Your task is to repeat each record verbatim, exactly as it was written.

═════ AVAILABLE DATA

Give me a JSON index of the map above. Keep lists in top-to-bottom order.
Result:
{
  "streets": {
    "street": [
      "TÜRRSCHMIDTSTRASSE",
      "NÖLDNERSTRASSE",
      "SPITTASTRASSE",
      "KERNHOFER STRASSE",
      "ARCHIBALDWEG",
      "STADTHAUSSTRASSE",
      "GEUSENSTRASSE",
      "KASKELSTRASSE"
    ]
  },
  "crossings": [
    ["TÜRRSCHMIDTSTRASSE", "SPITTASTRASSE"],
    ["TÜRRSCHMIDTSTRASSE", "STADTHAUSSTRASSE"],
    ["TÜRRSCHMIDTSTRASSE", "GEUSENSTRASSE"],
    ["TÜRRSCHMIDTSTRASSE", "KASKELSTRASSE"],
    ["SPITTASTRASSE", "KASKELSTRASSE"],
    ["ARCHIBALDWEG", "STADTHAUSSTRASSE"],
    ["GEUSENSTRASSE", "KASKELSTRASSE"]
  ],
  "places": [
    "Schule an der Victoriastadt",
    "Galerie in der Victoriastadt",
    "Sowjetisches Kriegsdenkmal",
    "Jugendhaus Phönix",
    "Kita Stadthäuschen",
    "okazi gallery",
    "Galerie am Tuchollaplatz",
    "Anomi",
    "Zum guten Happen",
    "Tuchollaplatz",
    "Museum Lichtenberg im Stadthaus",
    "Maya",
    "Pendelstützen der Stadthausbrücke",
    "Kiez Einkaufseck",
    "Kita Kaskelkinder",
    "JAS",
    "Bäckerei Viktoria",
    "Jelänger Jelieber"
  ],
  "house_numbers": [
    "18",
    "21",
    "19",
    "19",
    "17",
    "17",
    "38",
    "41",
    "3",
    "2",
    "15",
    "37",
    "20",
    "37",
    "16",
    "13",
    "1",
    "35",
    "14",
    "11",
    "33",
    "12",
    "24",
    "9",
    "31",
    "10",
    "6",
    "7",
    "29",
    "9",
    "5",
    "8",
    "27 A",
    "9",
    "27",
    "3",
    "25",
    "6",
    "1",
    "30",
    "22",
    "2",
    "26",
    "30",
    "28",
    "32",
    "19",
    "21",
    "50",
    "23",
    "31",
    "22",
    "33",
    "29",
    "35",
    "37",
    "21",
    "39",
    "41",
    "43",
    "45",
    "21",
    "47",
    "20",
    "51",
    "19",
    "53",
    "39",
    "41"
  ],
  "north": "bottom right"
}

══════════

* EXERCISE ANSWER *
Give me a JSON index of the map above. Keep lists in top-to-bottom order.
Result:
{
  "streets": {
    "street": [
      "TÜRRSCHMIDTSTRASSE",
      "NÖLDNERSTRASSE",
      "SPITTASTRASSE",
      "KERNHOFER STRASSE",
      "ARCHIBALDWEG",
      "STADTHAUSSTRASSE",
      "GEUSENSTRASSE",
      "KASKELSTRASSE"
    ]
  },
  "crossings": [
    ["TÜRRSCHMIDTSTRASSE", "SPITTASTRASSE"],
    ["TÜRRSCHMIDTSTRASSE", "STADTHAUSSTRASSE"],
    ["TÜRRSCHMIDTSTRASSE", "GEUSENSTRASSE"],
    ["TÜRRSCHMIDTSTRASSE", "KASKELSTRASSE"],
    ["SPITTASTRASSE", "KASKELSTRASSE"],
    ["ARCHIBALDWEG", "STADTHAUSSTRASSE"],
    ["GEUSENSTRASSE", "KASKELSTRASSE"]
  ],
  "places": [
    "Schule an der Victoriastadt",
    "Galerie in der Victoriastadt",
    "Sowjetisches Kriegsdenkmal",
    "Jugendhaus Phönix",
    "Kita Stadthäuschen",
    "okazi gallery",
    "Galerie am Tuchollaplatz",
    "Anomi",
    "Zum guten Happen",
    "Tuchollaplatz",
    "Museum Lichtenberg im Stadthaus",
    "Maya",
    "Pendelstützen der Stadthausbrücke",
    "Kiez Einkaufseck",
    "Kita Kaskelkinder",
    "JAS",
    "Bäckerei Viktoria",
    "Jelänger Jelieber"
  ],
  "house_numbers": [
    "18",
    "21",
    "19",
    "19",
    "17",
    "17",
    "38",
    "41",
    "3",
    "2",
    "15",
    "37",
    "20",
    "37",
    "16",
    "13",
    "1",
    "35",
    "14",
    "11",
    "33",
    "12",
    "24",
    "9",
    "31",
    "10",
    "6",
    "7",
    "29",
    "9",
    "5",
    "8",
    "27 A",
    "9",
    "27",
    "3",
    "25",
    "6",
    "1",
    "30",
    "22",
    "2",
    "26",
    "30",
    "28",
    "32",
    "19",
    "21",
    "50",
    "23",
    "31",
    "22",
    "33",
    "29",
    "35",
    "37",
    "21",
    "39",
    "41",
    "43",
    "45",
    "21",
    "47",
    "20",
    "51",
    "19",
    "53",
    "39",
    "41"
  ],
  "north": "bottom right"
}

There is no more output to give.